Environmentalist everywhere have been fighting mining industry for ever, often confused and co-opted by NIMBYs. Yes it is an inconvenient truth that all consumption hurts us. A car is still a car even if it is electric, we are of course better of with no cars at all. Very few people are actually arguing that.
I want to point out you started this quagmire by connecting into a broader narrative. The linked article simply says "we think localized emissions go down when EV adoption rates go up in a particular area" which says nothing about this larger discussion about the net social effects of EVs. Personally I believe we can discuss this until the end of time without a conclusive answer until someone has completely documented and analyzed all the relevant supply chains end to end for every new ICE car and every new EV car.

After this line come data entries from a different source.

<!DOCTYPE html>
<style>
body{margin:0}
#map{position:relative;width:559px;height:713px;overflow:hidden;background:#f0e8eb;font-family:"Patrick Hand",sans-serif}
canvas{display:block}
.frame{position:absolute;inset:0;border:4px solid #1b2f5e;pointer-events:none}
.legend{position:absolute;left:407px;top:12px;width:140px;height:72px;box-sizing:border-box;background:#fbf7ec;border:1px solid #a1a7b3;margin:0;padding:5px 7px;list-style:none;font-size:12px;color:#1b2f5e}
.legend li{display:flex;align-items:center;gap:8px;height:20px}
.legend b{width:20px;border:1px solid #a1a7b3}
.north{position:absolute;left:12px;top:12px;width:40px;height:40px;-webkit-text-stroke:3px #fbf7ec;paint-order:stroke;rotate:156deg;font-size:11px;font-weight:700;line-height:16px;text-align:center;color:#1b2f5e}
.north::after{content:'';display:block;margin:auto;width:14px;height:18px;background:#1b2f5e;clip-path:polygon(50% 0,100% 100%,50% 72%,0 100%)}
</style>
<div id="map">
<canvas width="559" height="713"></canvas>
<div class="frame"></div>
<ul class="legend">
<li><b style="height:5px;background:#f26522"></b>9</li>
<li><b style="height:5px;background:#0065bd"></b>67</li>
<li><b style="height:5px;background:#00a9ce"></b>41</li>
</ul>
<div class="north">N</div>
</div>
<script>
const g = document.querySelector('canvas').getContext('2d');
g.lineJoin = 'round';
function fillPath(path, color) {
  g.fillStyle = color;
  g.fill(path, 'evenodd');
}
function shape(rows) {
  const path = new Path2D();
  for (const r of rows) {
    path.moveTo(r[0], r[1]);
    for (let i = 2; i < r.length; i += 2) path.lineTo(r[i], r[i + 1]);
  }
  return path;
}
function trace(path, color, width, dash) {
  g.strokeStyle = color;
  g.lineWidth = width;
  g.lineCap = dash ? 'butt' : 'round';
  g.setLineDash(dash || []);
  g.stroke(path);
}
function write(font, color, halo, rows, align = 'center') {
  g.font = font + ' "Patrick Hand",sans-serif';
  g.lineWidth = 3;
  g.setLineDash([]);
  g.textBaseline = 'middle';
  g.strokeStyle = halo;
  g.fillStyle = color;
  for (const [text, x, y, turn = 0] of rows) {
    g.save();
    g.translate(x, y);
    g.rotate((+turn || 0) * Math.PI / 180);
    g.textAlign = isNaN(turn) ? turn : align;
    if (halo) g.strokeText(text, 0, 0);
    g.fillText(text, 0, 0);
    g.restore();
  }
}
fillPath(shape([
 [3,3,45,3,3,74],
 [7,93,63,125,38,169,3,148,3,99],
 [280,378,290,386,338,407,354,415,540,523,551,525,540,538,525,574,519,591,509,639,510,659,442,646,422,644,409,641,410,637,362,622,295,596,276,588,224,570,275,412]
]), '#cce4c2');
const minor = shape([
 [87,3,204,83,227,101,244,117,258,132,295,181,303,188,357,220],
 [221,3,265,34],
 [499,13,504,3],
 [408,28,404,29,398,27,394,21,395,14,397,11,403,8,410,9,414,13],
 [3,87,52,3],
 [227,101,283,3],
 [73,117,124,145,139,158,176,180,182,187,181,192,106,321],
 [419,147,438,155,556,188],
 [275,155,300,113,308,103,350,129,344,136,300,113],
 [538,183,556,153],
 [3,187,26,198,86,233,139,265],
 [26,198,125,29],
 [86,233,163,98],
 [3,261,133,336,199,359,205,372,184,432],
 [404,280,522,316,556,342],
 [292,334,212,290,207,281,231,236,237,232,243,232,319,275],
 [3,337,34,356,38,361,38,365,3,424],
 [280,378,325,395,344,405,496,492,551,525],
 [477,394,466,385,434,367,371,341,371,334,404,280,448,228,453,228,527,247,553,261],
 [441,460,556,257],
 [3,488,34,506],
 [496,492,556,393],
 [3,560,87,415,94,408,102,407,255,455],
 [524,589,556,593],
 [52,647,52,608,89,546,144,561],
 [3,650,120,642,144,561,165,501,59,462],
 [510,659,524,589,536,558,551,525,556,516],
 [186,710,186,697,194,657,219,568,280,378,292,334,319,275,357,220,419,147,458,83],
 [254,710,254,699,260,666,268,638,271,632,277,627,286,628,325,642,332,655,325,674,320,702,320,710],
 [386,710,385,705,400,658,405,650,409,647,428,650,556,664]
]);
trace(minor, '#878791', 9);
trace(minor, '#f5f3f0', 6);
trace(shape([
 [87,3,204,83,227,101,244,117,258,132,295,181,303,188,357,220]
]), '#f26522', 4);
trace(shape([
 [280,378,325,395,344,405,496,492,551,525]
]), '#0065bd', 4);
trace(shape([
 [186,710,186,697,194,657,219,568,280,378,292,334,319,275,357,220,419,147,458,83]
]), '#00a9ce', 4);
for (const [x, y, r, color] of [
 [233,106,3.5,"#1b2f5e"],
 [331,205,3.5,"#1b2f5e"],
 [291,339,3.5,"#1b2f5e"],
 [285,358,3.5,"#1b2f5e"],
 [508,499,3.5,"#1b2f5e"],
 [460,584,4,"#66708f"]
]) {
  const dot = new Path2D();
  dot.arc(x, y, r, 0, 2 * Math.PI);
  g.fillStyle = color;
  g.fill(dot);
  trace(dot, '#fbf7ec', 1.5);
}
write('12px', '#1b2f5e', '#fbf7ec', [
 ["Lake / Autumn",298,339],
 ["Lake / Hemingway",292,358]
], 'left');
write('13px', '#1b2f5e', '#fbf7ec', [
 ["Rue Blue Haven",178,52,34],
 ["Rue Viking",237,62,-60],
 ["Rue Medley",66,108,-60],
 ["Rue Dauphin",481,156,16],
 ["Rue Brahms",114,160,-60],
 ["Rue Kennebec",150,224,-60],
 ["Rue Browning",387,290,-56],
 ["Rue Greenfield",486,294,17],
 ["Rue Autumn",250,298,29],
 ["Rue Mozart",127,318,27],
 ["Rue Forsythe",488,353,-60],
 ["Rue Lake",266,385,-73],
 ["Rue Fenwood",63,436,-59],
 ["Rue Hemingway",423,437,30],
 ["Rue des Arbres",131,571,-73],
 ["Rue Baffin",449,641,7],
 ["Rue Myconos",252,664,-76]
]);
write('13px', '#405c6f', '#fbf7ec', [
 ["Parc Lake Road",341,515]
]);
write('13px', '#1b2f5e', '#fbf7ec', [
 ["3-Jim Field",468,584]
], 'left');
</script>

I really don't have any qualms about posting unpopular facts and truths.
Localized or not, we live in a globalized world and it's a fact that lithium ion battery production is dangerous and dirty work on par with the petroleum that it is trying to eliminate. EV fanatics don't like hearing this, but it is true.
Agree to disagree to agree. One thing that's particularly dangerous and dirty right now is cobalt. (Used primarily in rechargeable batteries, and airbags, jet engines, etc) Unlike some other exotic materials, it's currently a supply chain that cannot prove which materials were obtained using modern techniques and heavy equipment, and which ones were obtained by hand through brutalized labor practices.
I caught an interview on NPR recently[1] with the author of "Cobalt Red: How the Blood of the Congo Powers Our Lives"
The claim that lithium ion battery production is as bad as petroleum production is ridiculous.
The scale of mining required to produce a lithium-ion battery and the solar panels to charge it is far lower than required to produce and refine the petroleum used over the lifetime of a vehicle.
The other little secret about mining is that nasty as it is, the impact of non-petroleum mining on the environment is miniscule compared to farming, which is far more damaging but has much better PR.
It’s on a completely different order of magnitude. And actually, yes, pollution far away from major population centers is much better than pollution within cities- regardless of what country it’s in.
The US has just committed to billions of dollars per year in incentives to bring that pollution to the US. Between the IRA's 10-year expansion of incentives for buying cars with US-manufactured batteries and US-mined minerals, Section 45X, the Advanced Manufacturing Production Credit, is the reason billions of dollars of battery manufacturing and associated supply chain investments on US soil were announced in 2022.
1. And what happens when EVs become 30,40,50, or even 90% of the automobile fleets around the world?
You're going to need to ramp up the otherwise dirty and disgusting production of LiOn to meet demand. LiOn production is as dirty if not worse than petroleum distillation and drilling.
EV batteries aren't disposed of, they're reused as stationary storage, then recycled, with over 97% of the raw materials recoverable to put into new batteries as of 2021. Redwood Materials recycles over 60 tons of them per day, and has another facility opening in 2023 that can handle an additional 125,000 tons per year. The materials are too valuable to throw out, so a market for reusing and recycling them has existed as long as li-ion electric cars have existed.